Clinical Immunology has been defined as "a clinical and laboratory discipline dealing with the study, diagnosis and management of patients with diseases or disease processes resulting from disordered immunological mechanisms, and conditions in which immunological manipulations form an important part of therapy and/or prevention" [1-3]. It is unfortunate but true, that the recognition of clinical immunology as a subspecialty in its own right has lagged far behind that of conventional ‘organ-based’ subspecialties as for instance cardiology, neurology, gastroenterology and the like.
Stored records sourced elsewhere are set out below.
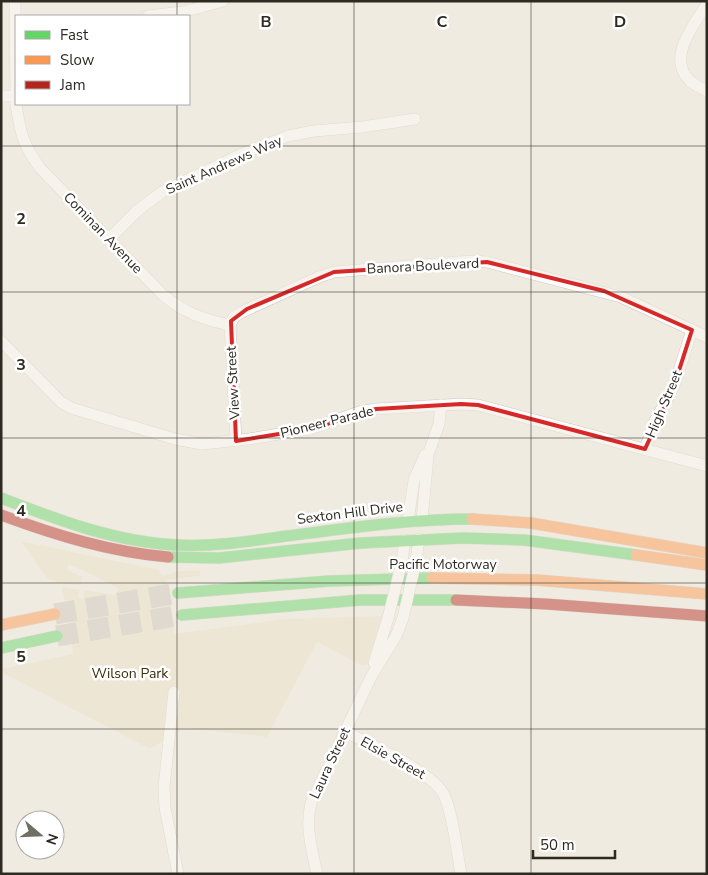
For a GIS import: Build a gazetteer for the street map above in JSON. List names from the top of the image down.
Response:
{
  "streets": {
    "main road": ["Sexton Hill Drive", "Pacific Motorway"],
    "street": [
      "Saint Andrews Way",
      "Cominan Avenue",
      "Banora Boulevard",
      "View Street",
      "High Street",
      "Pioneer Parade",
      "Elsie Street",
      "Laura Street"
    ]
  },
  "crossings": [
    ["Saint Andrews Way", "Cominan Avenue"],
    ["Cominan Avenue", "Banora Boulevard"],
    ["Cominan Avenue", "View Street"],
    ["Banora Boulevard", "View Street"],
    ["Banora Boulevard", "High Street"],
    ["View Street", "Pioneer Parade"],
    ["High Street", "Pioneer Parade"],
    ["Elsie Street", "Laura Street"]
  ],
  "parks": ["Wilson Park"],
  "legend": ["Fast", "Slow", "Jam"],
  "scale_bar": "50 m",
  "north": "right",
  "grid": {
    "columns": ["B", "C", "D"],
    "rows": [
      "2",
      "3",
      "4",
      "5"
    ]
  }
}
Rapidly evolving advances in the field of immunology over the last few decades have impacted the practice of clinical medicine in ways which were hitherto unimaginable. In fact, understanding the immunological basis of disease has been pivotal in deciphering the pathogenesis of several disease processes, infective or otherwise [1,2]. As a result, there is hardly any specialty of medicine which can steer clear of immunology. However, for the laity, it is sometimes difficult to comprehend what exactly clinical immunology is. This is because unlike other specialties of medicine which are by definition organ driven, clinical immunology does not have a specific organ it can claim as its own!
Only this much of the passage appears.